A powerful coalition of truckers, agricultural exporters and freight forwarders have been lobbying hard for a suspension of demurrage fees in the heavily congested ports of Los Angeles / Long Beach and New York.

The alliance, led by the Maritime Transport Association, estimates that congestion caused an unreasonable USD 150 million in demurrage fees charged to its members by 2020.

In response to industry submissions on the matter, the FMC appointed Commissioner Rebecca Dye, who was designated for fact finding, to investigate ocean carriers operating in alliances and calling the Port of Long Beach, the Port of Los Angeles, or the Port of New York and New Jersey.

“Because of these stakeholder concerns, the Commission now has a clear and compelling responsibility to investigate the practices and regulations that are having an unprecedented negative impact on congestion and amplifying bottlenecks at these ports and other points in the Nation’s supply chain” the statement said. “This is a serious risk to the growth of the U.S. economy, job growth, and to our Nation’s competitive position in the world”.

The Commission’s extensive investigation will seek to determine whether carriers’ policies and practices related to container storage and storage, container return, and container handling capabilities for exported goods. USC 46 current regulation violates USC 41102 (c).
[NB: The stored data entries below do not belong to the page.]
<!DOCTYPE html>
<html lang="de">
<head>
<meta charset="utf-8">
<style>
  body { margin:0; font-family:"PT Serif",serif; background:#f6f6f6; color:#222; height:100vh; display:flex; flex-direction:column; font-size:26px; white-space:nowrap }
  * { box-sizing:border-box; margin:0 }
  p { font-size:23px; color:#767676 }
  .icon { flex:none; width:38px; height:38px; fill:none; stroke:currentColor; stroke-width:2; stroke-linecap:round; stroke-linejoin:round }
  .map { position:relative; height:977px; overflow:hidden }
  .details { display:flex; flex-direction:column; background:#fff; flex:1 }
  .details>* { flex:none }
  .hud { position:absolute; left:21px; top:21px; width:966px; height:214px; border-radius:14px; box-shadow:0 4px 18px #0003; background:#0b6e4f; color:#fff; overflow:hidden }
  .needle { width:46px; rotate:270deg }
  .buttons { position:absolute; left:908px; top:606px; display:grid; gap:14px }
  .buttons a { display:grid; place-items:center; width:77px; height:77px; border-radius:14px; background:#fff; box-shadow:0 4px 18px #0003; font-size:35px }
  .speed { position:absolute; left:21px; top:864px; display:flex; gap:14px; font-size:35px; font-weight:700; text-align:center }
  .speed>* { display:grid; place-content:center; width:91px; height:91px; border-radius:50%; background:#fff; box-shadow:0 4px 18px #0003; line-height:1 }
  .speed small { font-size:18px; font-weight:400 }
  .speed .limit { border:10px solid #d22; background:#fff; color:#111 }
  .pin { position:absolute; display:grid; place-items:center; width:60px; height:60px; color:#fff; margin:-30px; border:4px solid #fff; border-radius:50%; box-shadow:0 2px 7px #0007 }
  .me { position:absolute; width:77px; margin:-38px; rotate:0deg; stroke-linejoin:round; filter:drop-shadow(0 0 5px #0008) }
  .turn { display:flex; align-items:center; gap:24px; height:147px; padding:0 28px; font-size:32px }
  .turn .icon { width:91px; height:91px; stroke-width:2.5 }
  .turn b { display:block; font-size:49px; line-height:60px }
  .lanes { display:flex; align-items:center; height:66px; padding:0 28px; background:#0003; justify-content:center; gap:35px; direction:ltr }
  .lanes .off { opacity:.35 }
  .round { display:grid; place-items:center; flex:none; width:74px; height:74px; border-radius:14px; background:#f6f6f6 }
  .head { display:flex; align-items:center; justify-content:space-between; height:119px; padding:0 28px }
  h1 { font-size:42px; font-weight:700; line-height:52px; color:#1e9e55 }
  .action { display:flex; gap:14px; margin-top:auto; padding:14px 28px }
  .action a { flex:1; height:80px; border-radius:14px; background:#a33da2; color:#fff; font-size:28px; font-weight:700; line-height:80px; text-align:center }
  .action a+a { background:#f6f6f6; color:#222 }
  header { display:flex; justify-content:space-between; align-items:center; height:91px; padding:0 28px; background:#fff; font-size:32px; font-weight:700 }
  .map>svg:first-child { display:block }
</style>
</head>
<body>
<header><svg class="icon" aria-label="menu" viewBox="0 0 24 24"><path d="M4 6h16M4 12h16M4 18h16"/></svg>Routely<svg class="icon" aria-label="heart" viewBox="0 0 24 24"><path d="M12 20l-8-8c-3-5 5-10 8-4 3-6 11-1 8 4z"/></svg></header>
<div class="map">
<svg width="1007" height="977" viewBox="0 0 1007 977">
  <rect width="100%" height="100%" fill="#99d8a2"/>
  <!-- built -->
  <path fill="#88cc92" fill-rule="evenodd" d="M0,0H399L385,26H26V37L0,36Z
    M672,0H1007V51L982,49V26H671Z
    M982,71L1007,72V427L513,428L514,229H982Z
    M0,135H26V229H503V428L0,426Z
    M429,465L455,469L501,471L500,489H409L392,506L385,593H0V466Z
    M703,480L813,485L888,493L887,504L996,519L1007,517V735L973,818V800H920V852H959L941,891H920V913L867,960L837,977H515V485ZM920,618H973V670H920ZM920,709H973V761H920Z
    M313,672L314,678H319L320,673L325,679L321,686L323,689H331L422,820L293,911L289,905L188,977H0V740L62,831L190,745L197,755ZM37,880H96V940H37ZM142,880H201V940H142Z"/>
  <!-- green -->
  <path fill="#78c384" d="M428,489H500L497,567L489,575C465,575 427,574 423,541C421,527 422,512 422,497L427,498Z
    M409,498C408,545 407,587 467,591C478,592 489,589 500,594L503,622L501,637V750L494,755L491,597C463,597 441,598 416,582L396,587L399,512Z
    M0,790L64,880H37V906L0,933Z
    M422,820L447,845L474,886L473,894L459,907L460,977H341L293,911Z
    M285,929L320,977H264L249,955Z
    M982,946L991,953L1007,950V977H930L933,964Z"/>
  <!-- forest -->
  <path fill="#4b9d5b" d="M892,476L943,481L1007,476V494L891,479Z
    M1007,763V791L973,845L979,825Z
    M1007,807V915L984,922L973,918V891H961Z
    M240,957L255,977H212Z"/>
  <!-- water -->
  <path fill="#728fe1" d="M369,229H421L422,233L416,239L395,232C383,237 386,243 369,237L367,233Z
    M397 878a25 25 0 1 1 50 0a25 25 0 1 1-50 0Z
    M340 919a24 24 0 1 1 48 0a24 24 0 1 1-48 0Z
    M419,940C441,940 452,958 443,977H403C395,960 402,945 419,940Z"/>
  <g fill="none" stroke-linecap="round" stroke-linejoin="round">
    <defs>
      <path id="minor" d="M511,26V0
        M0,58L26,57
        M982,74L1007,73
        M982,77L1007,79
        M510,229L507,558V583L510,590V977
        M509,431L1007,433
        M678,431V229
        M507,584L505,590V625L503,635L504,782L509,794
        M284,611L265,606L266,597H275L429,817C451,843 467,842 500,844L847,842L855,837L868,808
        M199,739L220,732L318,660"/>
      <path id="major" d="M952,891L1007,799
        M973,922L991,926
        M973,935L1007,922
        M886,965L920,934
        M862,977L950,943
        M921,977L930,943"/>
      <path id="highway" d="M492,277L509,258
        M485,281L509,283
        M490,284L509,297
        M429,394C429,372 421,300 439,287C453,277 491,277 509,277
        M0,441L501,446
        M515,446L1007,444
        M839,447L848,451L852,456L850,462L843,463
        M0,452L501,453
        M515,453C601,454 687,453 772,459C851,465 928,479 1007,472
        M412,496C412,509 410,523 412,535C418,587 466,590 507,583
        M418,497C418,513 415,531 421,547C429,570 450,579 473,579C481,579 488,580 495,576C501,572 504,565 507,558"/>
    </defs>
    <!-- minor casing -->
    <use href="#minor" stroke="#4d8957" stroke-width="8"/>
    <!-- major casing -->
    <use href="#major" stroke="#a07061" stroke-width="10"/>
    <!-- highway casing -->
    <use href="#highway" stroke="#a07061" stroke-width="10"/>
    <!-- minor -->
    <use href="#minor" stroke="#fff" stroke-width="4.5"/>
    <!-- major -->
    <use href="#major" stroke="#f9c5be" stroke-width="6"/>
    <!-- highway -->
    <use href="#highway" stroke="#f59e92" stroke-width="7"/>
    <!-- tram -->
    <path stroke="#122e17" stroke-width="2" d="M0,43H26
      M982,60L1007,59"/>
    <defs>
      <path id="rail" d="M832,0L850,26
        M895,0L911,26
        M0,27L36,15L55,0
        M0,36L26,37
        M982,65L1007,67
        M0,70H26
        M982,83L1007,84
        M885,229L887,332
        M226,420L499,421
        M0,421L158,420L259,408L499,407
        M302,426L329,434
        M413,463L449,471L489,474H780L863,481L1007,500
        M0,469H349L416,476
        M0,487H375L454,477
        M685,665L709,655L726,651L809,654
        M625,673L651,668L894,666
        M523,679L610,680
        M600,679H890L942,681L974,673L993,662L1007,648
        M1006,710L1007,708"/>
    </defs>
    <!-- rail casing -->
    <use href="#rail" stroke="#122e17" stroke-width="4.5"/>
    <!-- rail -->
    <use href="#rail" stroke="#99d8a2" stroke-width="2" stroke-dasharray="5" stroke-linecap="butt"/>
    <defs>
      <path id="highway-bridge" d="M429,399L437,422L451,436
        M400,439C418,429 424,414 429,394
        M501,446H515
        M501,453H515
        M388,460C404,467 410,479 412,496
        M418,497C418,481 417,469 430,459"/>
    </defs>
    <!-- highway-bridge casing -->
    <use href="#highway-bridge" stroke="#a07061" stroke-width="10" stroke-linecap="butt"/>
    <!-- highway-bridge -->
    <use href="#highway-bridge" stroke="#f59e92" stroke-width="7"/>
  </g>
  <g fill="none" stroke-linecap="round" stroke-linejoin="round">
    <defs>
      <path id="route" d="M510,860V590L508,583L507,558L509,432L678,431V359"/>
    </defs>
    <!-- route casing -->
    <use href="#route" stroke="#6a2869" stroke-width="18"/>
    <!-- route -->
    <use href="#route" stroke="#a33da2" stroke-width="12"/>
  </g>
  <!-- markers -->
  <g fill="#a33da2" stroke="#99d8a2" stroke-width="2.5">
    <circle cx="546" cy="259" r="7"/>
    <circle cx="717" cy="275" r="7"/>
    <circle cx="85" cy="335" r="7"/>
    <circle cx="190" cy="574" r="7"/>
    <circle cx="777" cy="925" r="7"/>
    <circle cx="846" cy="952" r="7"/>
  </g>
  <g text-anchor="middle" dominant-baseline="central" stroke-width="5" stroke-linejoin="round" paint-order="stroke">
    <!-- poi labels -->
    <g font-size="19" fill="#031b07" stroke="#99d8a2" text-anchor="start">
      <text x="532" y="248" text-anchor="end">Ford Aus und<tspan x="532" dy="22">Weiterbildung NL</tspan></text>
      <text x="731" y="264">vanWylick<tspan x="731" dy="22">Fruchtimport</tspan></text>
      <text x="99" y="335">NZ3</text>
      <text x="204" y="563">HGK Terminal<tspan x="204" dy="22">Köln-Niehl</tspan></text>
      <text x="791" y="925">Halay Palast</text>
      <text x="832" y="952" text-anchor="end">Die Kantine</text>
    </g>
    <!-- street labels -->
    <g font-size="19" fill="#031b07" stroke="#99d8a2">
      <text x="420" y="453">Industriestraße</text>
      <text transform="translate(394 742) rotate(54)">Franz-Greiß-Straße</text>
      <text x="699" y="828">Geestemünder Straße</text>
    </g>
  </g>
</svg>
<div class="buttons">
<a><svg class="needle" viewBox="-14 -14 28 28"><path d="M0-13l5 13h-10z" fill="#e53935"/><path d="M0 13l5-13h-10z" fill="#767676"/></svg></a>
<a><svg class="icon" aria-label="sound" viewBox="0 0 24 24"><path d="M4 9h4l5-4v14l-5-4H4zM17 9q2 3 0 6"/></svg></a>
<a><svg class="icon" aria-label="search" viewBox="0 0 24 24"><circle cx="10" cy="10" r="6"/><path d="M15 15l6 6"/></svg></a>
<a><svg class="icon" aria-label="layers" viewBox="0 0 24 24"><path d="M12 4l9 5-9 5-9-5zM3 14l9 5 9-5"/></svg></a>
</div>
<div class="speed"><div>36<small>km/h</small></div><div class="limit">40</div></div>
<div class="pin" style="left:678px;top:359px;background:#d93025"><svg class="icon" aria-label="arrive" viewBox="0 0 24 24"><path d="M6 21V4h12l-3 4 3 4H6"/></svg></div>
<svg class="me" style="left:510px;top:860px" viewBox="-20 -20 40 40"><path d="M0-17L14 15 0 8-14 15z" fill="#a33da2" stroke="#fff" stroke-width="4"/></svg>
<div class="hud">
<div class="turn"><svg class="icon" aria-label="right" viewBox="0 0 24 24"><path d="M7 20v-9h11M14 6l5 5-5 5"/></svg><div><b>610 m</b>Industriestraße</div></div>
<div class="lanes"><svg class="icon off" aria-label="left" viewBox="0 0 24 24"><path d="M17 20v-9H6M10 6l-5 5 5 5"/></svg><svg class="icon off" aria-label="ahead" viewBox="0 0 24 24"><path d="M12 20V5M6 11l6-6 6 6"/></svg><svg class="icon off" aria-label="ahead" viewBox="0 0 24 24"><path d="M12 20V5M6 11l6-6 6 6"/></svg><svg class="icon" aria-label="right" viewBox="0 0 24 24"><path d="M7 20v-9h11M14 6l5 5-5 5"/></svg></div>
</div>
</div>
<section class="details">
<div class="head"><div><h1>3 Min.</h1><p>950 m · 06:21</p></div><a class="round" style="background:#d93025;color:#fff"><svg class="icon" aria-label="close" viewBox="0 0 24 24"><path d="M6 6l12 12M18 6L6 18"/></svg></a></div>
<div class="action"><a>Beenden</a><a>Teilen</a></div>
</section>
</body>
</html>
“The time has come to resolve the most serious impediments to port performance,” says Dye. “I’d like to thank my fellow Commissioners for their support of the Supplemental Order for Fact Finding 29, as I focus the investigation on the extreme conditions in the Ports of Los Angeles, Long Beach, and New York/New Jersey. The Order emphasizes I, as Fact Finding Officer, have all enforcement options at my disposal to address the crisis that exists in our major port gateways.”.

In particular, the investigation will focus on: “The potentially unreasonable practices of carriers and marine terminals regarding container return, export containers, and demurrage and detention charges in the Ports of Los Angeles Long Beach and New York/New Jersey present a serious risk to the ability of the United States to handle trade growth”, according to the FMC.